In thermal equilibrium, we can work out the bulk magnetisation (i.e. how many particles are likely to be in the aligned vs antialigned eigenstates) based on the energy difference between those states and the temperature. In other words, this gives us the net magnetic moment along the axis of the applied field, and we presume (from random phase incoherence of a thermal state) there will be no net magnetic moment in any perpendicular direction.
If you somehow knew the exact quantum state of an individual proton spin, then you would find that the expectation value for the component
along any axis perpendicular to the applied field is oscillating at the Larmor frequency. But there is no precession per se of the bulk magnetisation, because it is already aligned exactly with the external field.

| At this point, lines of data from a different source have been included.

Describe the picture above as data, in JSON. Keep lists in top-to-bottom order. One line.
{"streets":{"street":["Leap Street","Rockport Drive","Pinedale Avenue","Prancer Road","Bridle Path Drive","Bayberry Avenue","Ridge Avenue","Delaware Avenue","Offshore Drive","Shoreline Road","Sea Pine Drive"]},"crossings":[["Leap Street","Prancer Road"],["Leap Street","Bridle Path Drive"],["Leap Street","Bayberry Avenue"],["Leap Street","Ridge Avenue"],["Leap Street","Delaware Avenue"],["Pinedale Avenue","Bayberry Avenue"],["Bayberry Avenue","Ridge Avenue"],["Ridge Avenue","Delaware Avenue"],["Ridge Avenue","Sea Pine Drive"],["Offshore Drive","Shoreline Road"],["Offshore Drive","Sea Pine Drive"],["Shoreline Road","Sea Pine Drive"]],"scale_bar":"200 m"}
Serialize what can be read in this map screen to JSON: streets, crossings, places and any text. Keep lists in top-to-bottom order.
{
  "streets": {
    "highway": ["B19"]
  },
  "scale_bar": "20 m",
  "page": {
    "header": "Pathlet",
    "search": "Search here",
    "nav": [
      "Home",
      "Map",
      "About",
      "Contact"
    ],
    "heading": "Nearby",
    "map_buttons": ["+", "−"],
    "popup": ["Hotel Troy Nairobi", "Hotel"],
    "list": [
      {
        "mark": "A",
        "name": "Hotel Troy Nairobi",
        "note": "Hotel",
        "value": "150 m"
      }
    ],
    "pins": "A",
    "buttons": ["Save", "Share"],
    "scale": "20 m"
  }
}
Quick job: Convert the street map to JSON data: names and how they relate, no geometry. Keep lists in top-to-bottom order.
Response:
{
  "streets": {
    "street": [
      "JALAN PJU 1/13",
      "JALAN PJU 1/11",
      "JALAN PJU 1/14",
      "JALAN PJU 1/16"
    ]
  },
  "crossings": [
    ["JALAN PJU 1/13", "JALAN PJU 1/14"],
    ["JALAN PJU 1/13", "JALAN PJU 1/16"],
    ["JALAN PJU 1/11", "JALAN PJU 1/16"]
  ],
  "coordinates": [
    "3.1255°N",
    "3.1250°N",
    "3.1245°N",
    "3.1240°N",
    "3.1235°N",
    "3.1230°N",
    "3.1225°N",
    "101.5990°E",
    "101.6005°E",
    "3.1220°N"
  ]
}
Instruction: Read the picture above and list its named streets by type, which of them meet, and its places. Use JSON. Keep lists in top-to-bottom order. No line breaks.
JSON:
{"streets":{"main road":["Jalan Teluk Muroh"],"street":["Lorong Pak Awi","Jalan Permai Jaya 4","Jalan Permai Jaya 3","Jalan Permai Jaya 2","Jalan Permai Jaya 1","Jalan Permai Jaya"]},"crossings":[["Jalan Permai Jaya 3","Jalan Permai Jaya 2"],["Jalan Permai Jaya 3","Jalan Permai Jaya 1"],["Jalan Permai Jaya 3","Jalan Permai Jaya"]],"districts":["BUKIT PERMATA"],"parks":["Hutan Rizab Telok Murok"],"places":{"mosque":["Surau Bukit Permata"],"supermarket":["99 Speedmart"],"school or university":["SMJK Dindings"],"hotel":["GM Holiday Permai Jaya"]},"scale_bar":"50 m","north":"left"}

If you perturb this system, with a weak perpendicular field oscillating at a resonant frequency, then the individual protons will Rabi cycle between their two energy eigenstates, or all their spins will nutate in synchrony, or the net magnetic moment will tilt and spiral (whichever picture you prefer). If you turn off this perturbation at the right time, you can leave the net magnetic moment pointing along one of the axes that is perpendicular to the static external field. Now the net magnetic moment will be precessing (because it is no longer parallel with the field).
Note that the perturbation, and likewise the subsequent precession, has not increased the magnetisation of the bulk, just rotated it. We presume the perturbation phase was adiabatic; there is still the same amount of disorder among the individual spins, but the excess net magnetic moment is now stranded pointing perpendicular to the applied field (and precessing equatorially at the Larmor frequency) rather than parallel to it.
However, the system is no longer in thermal equilibrium. (If you measured the individual spins you would at this moment find equal numbers in both energy eigenstates, as there is no longer any net magnetic moment along the axis of the external field.) This means that random thermal fluctuations will now, statistically, tend to push the system back towards its thermal equilibrium. One process is that the precessing spins can randomly lose phase-coherence with each other (in the equatorial plane), broadening their distribution and diluting (toward zero) the net magnetisation (in that plane). Another process is that the axial magnetisation component can be re-established (dissipating energy into the thermal bath as some of the spins realign with the applied field). In NMR, there are techniques to separately measure the rates of either of these two relaxation processes.